Torino, lo sappiamo, è la città del vino del momento: il vermouth. Nonostante l’annosa questione della mancata stretta di mano sulla “Doc Torino” i produttori si affacciano con nuove referenze spesso prese in prestito da antiche ricette. È il caso specifico di Turin Vermouth che ha tenuto a battesimo, nello speakeasy di Walter Gosso, la seconda edizione della “Turin Vermouth Competition 2.0”, Presente una squadra di giudici fatta per le grandi occasioni: Simone Caporale (ex Artesian di Londra, 4 volte miglior bar al mondo), l’enciclopedia del mondo vermouth chiamata Fulvio Piccino e Nicolò Calza in rappresentanza dell’azienda. Bargiornale come media-partner dell’evento ha seguito questo concorso dove sono emerse combinazioni che non ti aspetti. A cominciare dal cocktail vincente di Erica Rossi, bartender al Victoria Club di Abano Terme (Pd).
Miscelazione a km zero
Il drink della barlady è una strenna al Piemonte, alle sue tradizioni liquoristiche e alla passione di Giovanni Negro, il creatore di Drapò, vermouth bandiera della casa torinese. «Ho letto un’intervista - spiega Erica Rossi - che mi ha incuriosita. Giovanni Negro, patron di Turin Vermouth, raccontava di come la sua passione per il vermouth si fosse trasformata in un’impresa complice amche un’illuminazione dopo la visita alla Cascina Mondianese a Montemagno d’Asti. Il drink l’ha chiamato Vessillo (in onore del Drapò, lo stemma della regione Piemonte) di Riveri, una cascina piemontese. All’interno ho mescolato i vermouth Drapo Dry e Bianco, un’infusione di spezie con gli elementi più caratteristici dei due vini e un prodotto raro come liquore alle erbe Balsamo di Gerusalemme prodotto dalla Regia farmacia XX settembre di Torino. La composizione è stata abbinata al tradizionale bonèt con cuore di Drapò Rosso».
Un’esperienza cosmopolita
Subito alle spalle di Erica Rossi si è classificato Antonio Masi, bartender del The Mad Dog, con un equilibrato gioco tra vermouth bianco e dry, l’amaro Black Note, che gioca in amara difesa, e un dolce trio d’attacco che funziona sempre bene: miele, mandarino e zafferano. Ne risulta un mix fresco, beverino, “senza troppe seghe mentali”.

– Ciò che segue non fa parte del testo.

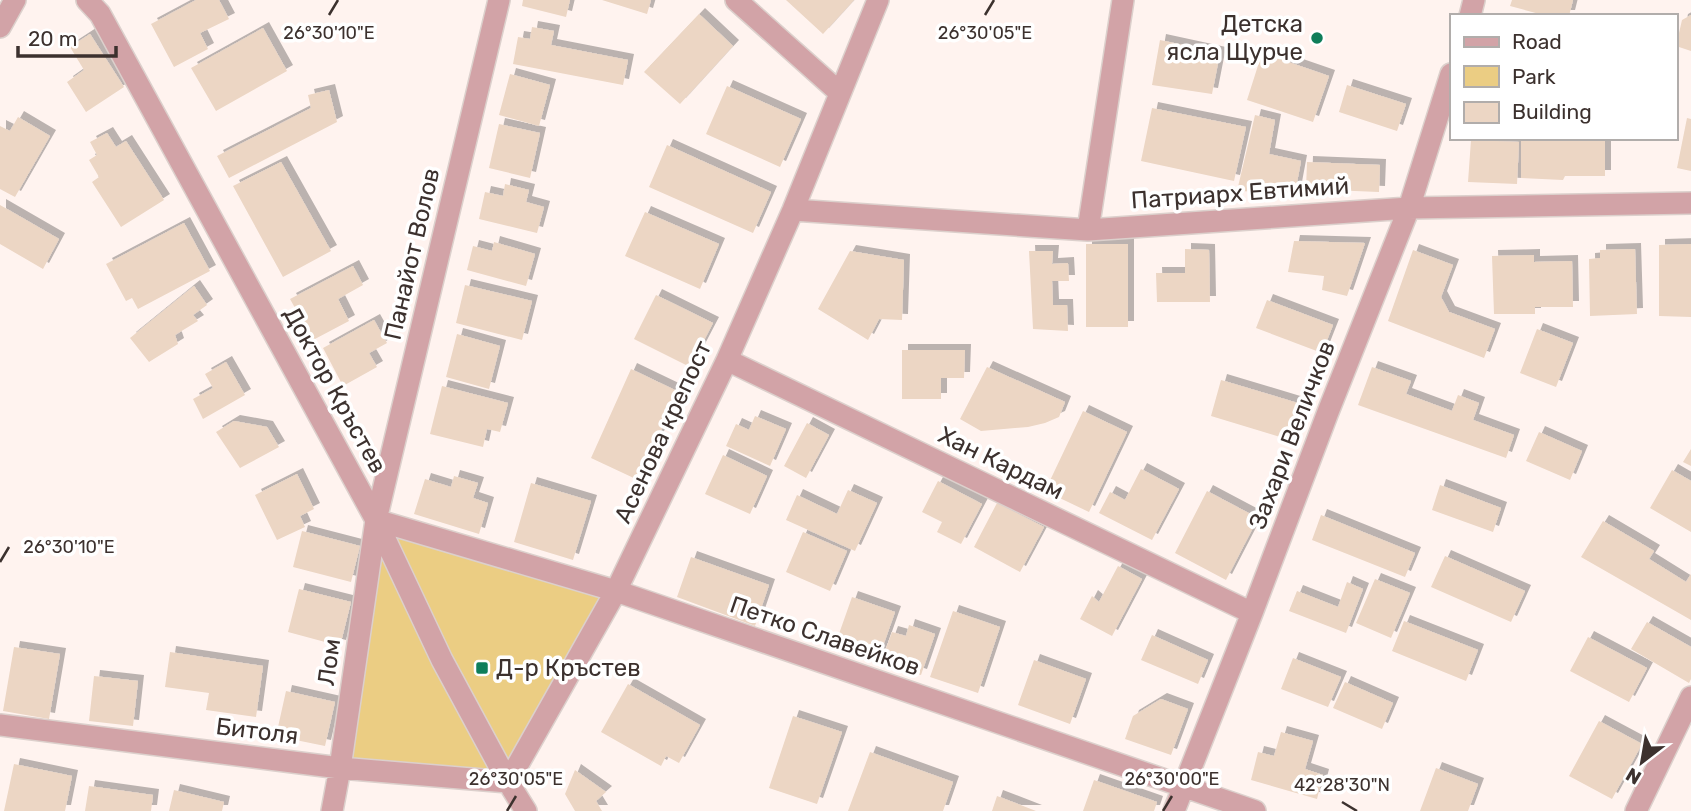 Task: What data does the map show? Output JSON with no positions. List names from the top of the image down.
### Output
{
  "streets": {
    "street": [
      "Патриарх Евтимий",
      "Панайот Волов",
      "Доктор Кръстев",
      "Асенова крепост",
      "Захари Величков",
      "Хан Кардам",
      "Петко Славейков",
      "Лом",
      "Битоля"
    ]
  },
  "crossings": [
    ["Патриарх Евтимий", "Асенова крепост"],
    ["Патриарх Евтимий", "Захари Величков"],
    ["Панайот Волов", "Доктор Кръстев"],
    ["Панайот Волов", "Петко Славейков"],
    ["Панайот Волов", "Лом"],
    ["Доктор Кръстев", "Асенова крепост"],
    ["Доктор Кръстев", "Петко Славейков"],
    ["Доктор Кръстев", "Лом"],
    ["Доктор Кръстев", "Битоля"],
    ["Асенова крепост", "Хан Кардам"],
    ["Асенова крепост", "Петко Славейков"],
    ["Асенова крепост", "Битоля"],
    ["Захари Величков", "Хан Кардам"],
    ["Захари Величков", "Петко Славейков"],
    ["Петко Славейков", "Лом"],
    ["Лом", "Битоля"]
  ],
  "places": {
    "other": ["Детска ясла Щурче"],
    "transit": ["Д-р Кръстев"]
  },
  "legend": ["Road", "Park", "Building"],
  "scale_bar": "20 m",
  "north": "bottom left",
  "coordinates": [
    "26°30'10\"E",
    "26°30'05\"E",
    "26°30'00\"E",
    "42°28'30\"N"
  ]
}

«Il nome del cocktail, Una Torino Magica, si ispira alla sua fama di città dell’esoterismo, punto di unione tra due triangoli magici. Quello della magia bianca: Torino, Lione, Praga e quello della magia nera: Torino, Londra e San Francisco. Da qui ho voluto giocare con un drink diviso in due consistenze: liquida e solida (mousse).
Completa il podio Daniele Losquadro, squadra Planet One e bartender al Nepentha di Milano. Losquadro ha ricombinato il nome Drapito in “Red Pito” confezionando un drink a base vermouth che parla anche greco (liquore mastiha) e ha una parte più asprigna conferita dal Choya Red (Giappone). Il tutto profumato con affumicatura alla camomilla e un servizio che ricorda il giardino di Edward Mani di Forbice. Preciso: né zen, né all’italiana, né all’inglese.
Al di là del podio la seconda edizione è stata una prova autentica, durata un’intera giornata. Alla finalissima giocata tra i migliori sei della fase eliminatoria, a cui hanno partecipato venti concorrenti, sono arrivati Marco Riccetti dell’Inside di Torino, Emanuele Bruni del Freni e Frizioni di Roma e Francesco Corona del Coffee and Good Spirits di Cuneo. Si sono sfidati nella preparazione di un classico e di una rivisitazione sul tema con buona padronanza dei mezzi di lavoro, delle materie prime, ma soprattutto del senso di ospitalità. Che poi, alla fine, conta più di tutto.